— Мне всё равно, что вы обо мне думаете. Я о вас не думаю вообще. Имею право делать то, что считаю нужным, не надо меня воспитывать.

— Твои права заканчиваются там, где начинаются права других. За что же ты нас так ненавидишь, сын?

— А за что мне любить Стаську? Носитесь с ним, как с писаной торбой: Стасик это, Стасик то. Если бы не он да вот не она, — парень показал кивком головы на меня, — ты жил бы всё время со мной, быть может, мама бы не умерла тогда. Да, кстати, я и Светлане Владимировне отплатил, а то ходит такая — все её любят, все перед ней на задних лапках скачут. Фу. И она: «Марсель, есть будешь? В театр пойдешь? Может, в парке хочешь отдохнуть?» Одна фальшь — сю-сю. Я всем, кого знаю, рассказал, что она, когда приходит домой после работы, пьет безбожно водку — тихая алкоголичка, одним словом, и ты ее за это нещадно колотишь.
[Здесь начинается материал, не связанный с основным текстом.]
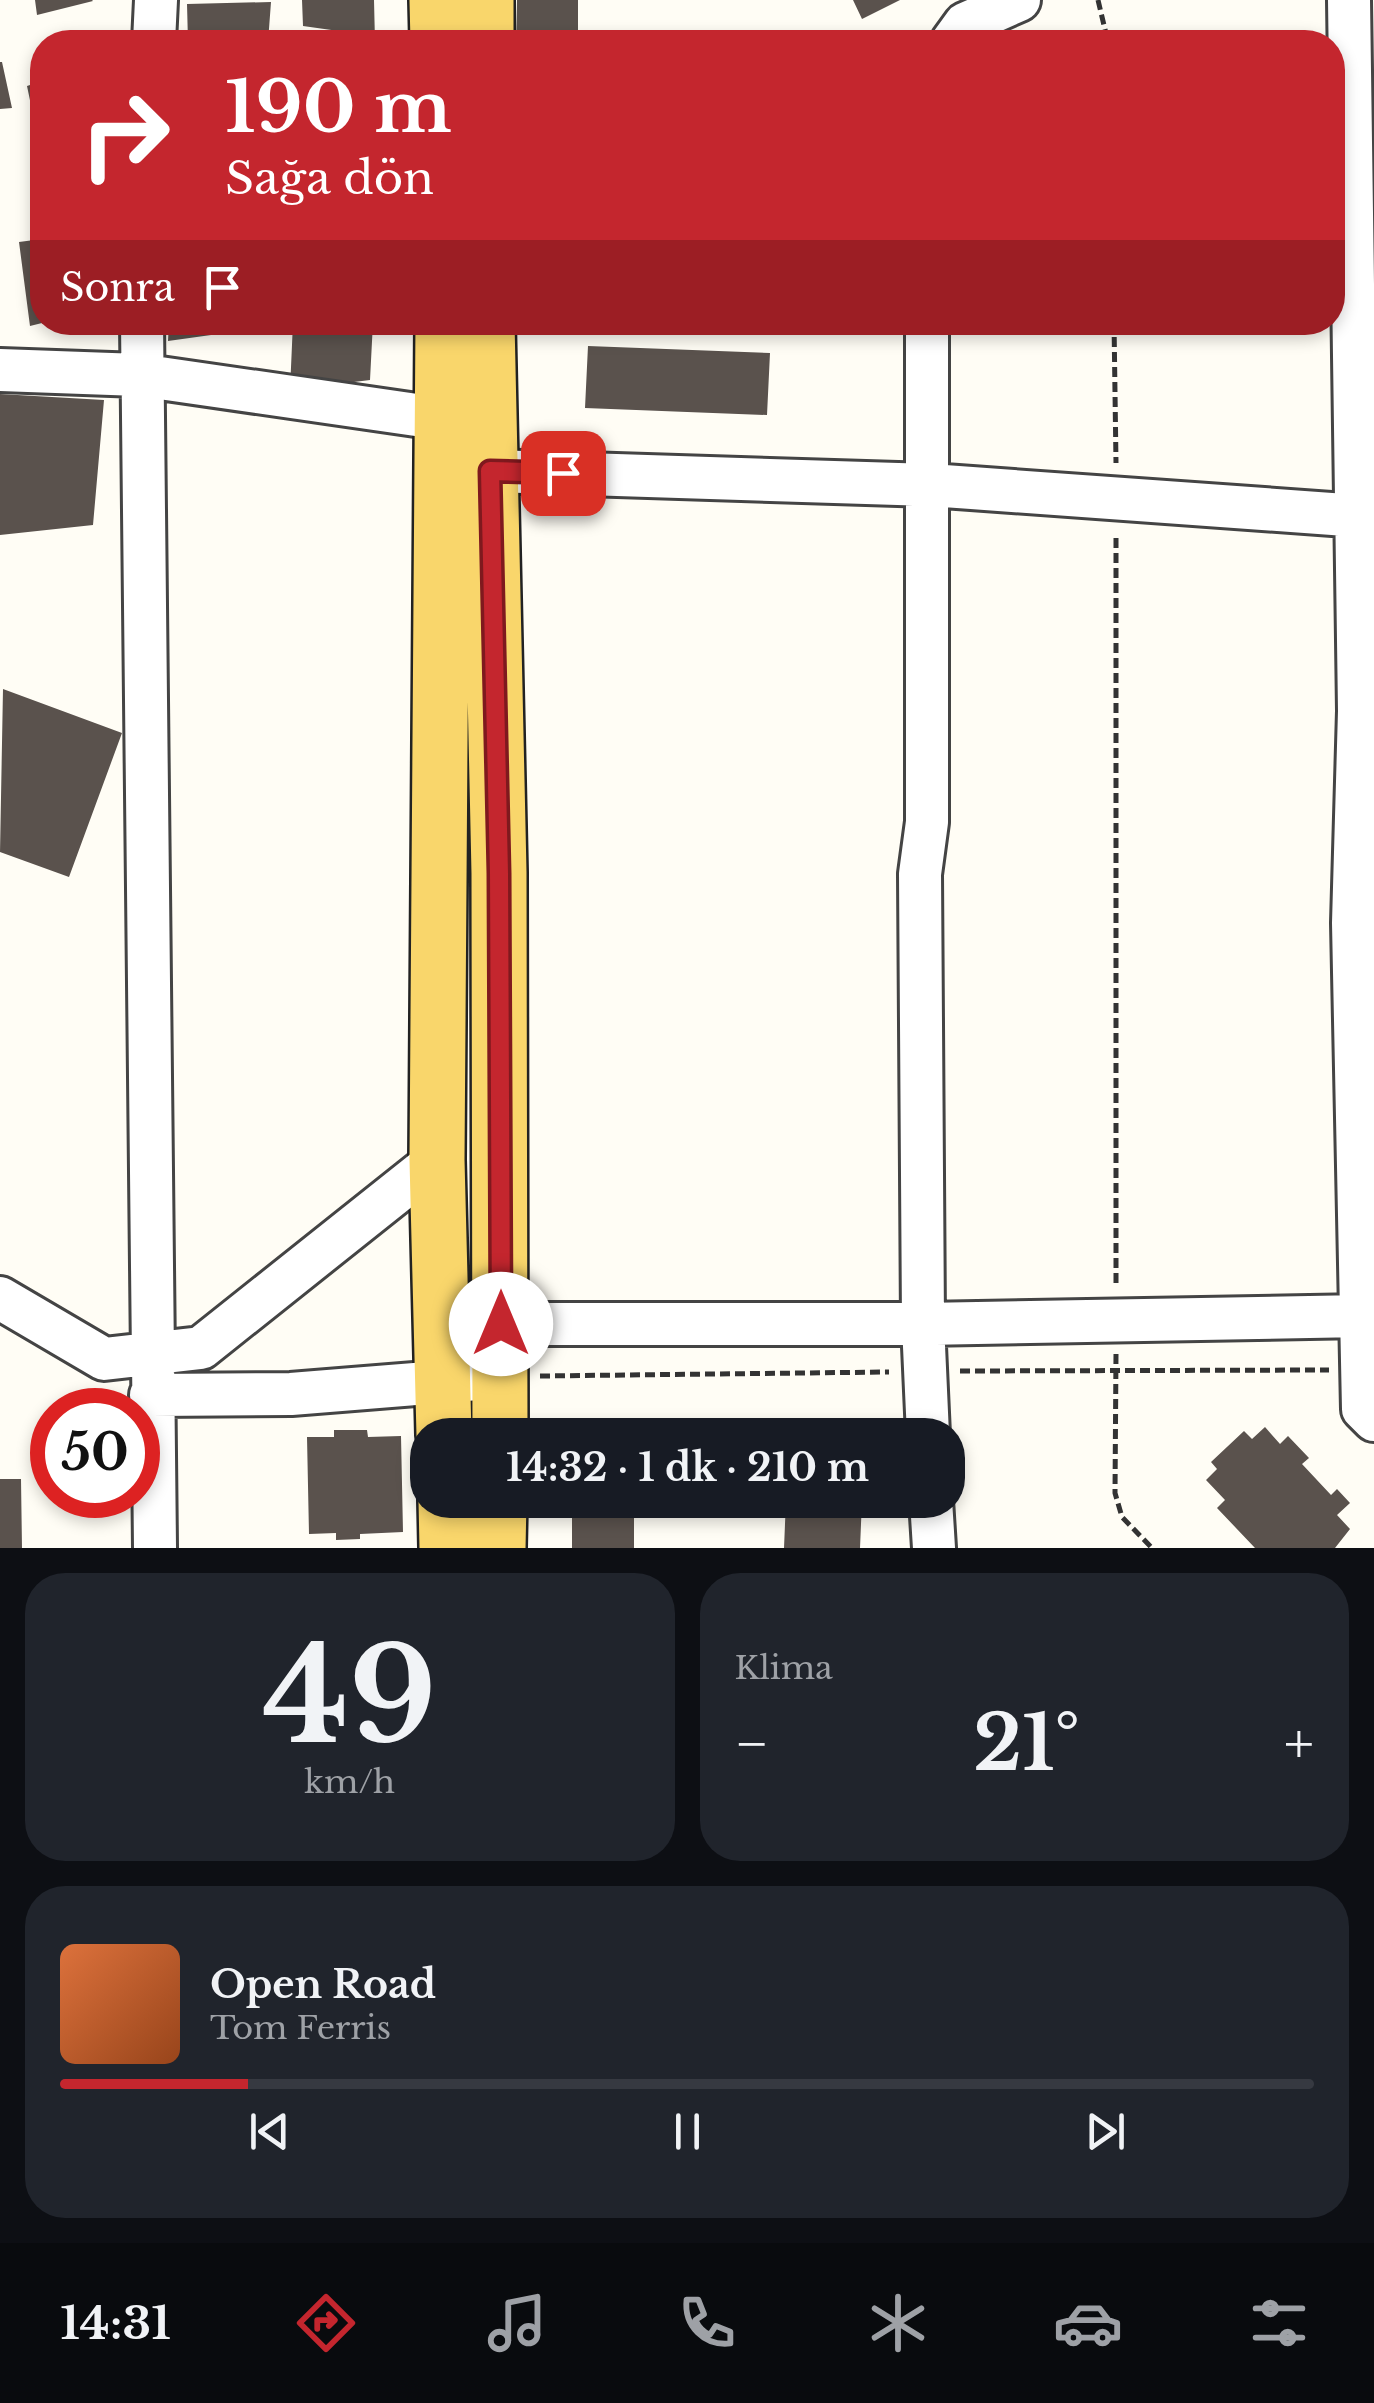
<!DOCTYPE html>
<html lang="tr">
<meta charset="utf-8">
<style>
body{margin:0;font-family:"Libre Baskerville",serif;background:#20242c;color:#f1f3f6;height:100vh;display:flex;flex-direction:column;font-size:38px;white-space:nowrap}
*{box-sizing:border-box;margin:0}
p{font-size:32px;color:#9ea1a6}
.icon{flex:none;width:55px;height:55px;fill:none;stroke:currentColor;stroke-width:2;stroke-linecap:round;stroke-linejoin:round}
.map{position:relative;height:1548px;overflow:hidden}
.panel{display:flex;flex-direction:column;gap:25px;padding:25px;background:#0d0f14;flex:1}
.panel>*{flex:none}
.hud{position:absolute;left:30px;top:30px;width:1315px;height:305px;border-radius:40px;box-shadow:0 5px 15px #0003;background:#c4262e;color:#fff;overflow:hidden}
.speed{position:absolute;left:30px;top:1388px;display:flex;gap:20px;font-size:50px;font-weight:700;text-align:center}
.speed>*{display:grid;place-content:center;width:130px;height:130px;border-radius:50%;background:#171b24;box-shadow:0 5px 15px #0003;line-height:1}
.speed .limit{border:15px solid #d22;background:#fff;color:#111}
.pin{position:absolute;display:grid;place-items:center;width:85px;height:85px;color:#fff;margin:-42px;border-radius:20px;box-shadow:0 5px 15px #0006}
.me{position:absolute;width:110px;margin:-55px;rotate:0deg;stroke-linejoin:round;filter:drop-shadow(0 0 8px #0008)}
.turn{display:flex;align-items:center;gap:35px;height:210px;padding:0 30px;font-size:45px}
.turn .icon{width:130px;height:130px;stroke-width:2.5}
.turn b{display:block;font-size:70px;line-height:85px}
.then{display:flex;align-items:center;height:95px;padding:0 30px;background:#0003;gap:20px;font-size:38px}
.big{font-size:75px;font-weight:700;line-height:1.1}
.panel .card{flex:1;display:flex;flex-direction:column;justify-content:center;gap:15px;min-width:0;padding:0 35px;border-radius:40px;background:#20242c}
.panel .dial{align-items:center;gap:0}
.dial b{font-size:130px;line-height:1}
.song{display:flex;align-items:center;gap:30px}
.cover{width:120px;height:120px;border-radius:15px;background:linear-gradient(135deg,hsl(20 70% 55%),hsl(20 70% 35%))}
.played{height:10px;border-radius:5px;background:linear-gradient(90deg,#c4262e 15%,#363941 15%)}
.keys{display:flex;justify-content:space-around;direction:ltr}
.heat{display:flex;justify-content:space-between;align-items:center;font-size:55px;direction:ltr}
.panel .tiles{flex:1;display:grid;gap:25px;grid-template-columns:1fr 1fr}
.card:last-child{grid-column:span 2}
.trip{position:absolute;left:410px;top:1418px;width:555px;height:100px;border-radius:40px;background:#171b24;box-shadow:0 5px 15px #0003;font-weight:700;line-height:100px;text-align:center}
.tabs{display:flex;height:160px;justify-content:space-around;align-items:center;background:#090b0e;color:#9ea1a6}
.tabs .icon{width:70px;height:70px}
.tabs .current{color:#c4262e}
.tabs b{font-size:45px;color:#f1f3f6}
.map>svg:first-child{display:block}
.building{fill:#5a524d}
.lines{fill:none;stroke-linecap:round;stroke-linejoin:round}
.minor-casing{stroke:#444;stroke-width:48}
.major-casing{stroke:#222;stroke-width:60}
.path{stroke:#333;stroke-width:5;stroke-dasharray:10 5;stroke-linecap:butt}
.minor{stroke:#fff;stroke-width:42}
.major{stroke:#f9d66b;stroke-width:55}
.route-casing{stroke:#7f191e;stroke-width:25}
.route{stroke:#c4262e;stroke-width:18}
</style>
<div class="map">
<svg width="1374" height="1548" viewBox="0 0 1374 1548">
<rect width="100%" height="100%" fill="#fffdf5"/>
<!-- building -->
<path class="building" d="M35,0H92L93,1L37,15Z
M302,0H374L375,42L348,41L374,36L303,26Z
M517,0H578V42H516Z
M853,0H900L862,19Z
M271,2L268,42H188L187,4Z
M0,62H2L12,108L0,109Z
M42,81V152L41,153L27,86Z
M42,239V323L30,326L19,242Z
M169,322H282V325L168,341Z
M293,322H373L370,380L290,390Z
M588,346L770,353L767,415L585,408Z
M0,394L104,400L93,525L0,535Z
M3,689L122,733L69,877L0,852Z
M1265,1427L1280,1444L1288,1436L1309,1458L1302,1464L1331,1495L1337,1489L1350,1503L1337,1515L1350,1529L1335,1548H1255L1217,1508L1225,1500L1206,1480L1217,1469L1211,1462L1244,1431L1252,1439Z
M334,1430H367L368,1437L401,1436L403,1532L360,1534V1539L336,1540V1533L309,1534L307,1437H334Z
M632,1431V1435H590V1432Z
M0,1479H21L22,1548H0Z
M572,1500H634V1548H572Z
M786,1500H862L860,1548H784Z"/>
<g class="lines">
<defs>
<path id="minor" d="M1349,0L1359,711L1353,923L1363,1409L1374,1420
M154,42L156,0
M952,42L965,24L1019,0
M142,322L155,1548
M927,322V822L920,874L923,1324L928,1435
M0,370L139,375L444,419
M490,471L930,485L1374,517
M0,1298L104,1359L201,1348L437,1160
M441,1319L501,1324H923L1362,1316
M151,1395L291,1394L502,1377
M931,1500L934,1548"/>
<path id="major" d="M437,0L438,42
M486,42V0
M443,322L437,1160L444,1435
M487,322L499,873L500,1435
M446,1500L447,1548
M498,1548L499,1500"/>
</defs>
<!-- minor casing -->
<use href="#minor" class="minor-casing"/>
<!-- major casing -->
<use href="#major" class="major-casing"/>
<!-- path -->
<path class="path" d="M1098,0L1108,42
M1114,322L1116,463
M1116,1283V534
M1116,1354L1115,1493L1122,1517L1152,1548
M960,1371L1329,1370
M540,1376L889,1372"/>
<!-- minor -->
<use href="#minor" class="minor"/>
<!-- major -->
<use href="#major" class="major"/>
</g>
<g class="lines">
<defs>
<path id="route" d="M501,1324L499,873L490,471L563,473"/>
</defs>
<!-- route casing -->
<use href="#route" class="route-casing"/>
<!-- route -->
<use href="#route" class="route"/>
</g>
</svg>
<div class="speed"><div class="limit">50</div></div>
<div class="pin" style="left:563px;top:473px;background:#d93025"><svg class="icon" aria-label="arrive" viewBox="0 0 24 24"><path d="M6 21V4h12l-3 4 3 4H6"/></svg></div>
<svg class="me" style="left:501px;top:1324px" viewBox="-20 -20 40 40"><circle r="19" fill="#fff"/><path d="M0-13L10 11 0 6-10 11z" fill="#c4262e"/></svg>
<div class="trip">14:32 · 1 dk · 210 m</div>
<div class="hud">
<div class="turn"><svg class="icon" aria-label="right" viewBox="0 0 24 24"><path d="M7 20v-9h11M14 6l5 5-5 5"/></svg><div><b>190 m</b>Sağa dön</div></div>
<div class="then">Sonra<svg class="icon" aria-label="arrive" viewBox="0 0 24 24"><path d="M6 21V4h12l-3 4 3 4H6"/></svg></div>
</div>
</div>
<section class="panel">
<div class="tiles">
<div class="card dial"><b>49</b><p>km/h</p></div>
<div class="card"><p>Klima</p>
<div class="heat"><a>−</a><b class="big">21°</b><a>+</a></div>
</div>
<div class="card">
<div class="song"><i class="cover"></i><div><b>Open Road</b><p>Tom Ferris</p></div></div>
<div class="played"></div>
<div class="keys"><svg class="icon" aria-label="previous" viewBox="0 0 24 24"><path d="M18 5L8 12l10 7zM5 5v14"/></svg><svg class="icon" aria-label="pause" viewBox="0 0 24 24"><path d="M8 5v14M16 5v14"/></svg><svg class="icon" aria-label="next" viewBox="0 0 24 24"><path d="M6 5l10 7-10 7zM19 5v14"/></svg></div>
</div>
</div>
</section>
<nav class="tabs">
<b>14:31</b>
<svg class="icon current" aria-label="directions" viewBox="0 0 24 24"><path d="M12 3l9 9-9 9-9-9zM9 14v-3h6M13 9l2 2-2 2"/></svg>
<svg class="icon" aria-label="music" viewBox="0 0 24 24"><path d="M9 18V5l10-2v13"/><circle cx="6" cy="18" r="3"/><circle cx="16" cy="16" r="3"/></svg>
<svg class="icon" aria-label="phone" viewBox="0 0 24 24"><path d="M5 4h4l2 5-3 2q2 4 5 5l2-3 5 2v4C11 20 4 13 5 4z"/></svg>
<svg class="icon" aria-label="climate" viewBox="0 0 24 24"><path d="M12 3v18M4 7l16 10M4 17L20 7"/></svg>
<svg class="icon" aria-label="car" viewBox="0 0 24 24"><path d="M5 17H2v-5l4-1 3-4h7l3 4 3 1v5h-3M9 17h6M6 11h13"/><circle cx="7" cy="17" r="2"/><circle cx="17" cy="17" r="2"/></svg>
<svg class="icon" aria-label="filters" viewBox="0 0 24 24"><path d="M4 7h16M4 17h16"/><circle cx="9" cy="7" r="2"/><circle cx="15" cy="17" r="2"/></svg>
</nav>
А теперь отправляй меня в детдом.

Я сидела ни жива ни мертва. Но не уходила из кухни и в разговор не влезала, будто обрекла себя на казнь. Как хорошо, что Соня и Стас не слышали этих слов, как хорошо.

— Знаешь, сначала собака не любит кошку, а аргументы подыскивает потом. Когда-нибудь тебе будет стыдно за свои действия. Думаешь, что кто-то поверил в эту чушь, которую ты сейчас наплёл? — спросил отец.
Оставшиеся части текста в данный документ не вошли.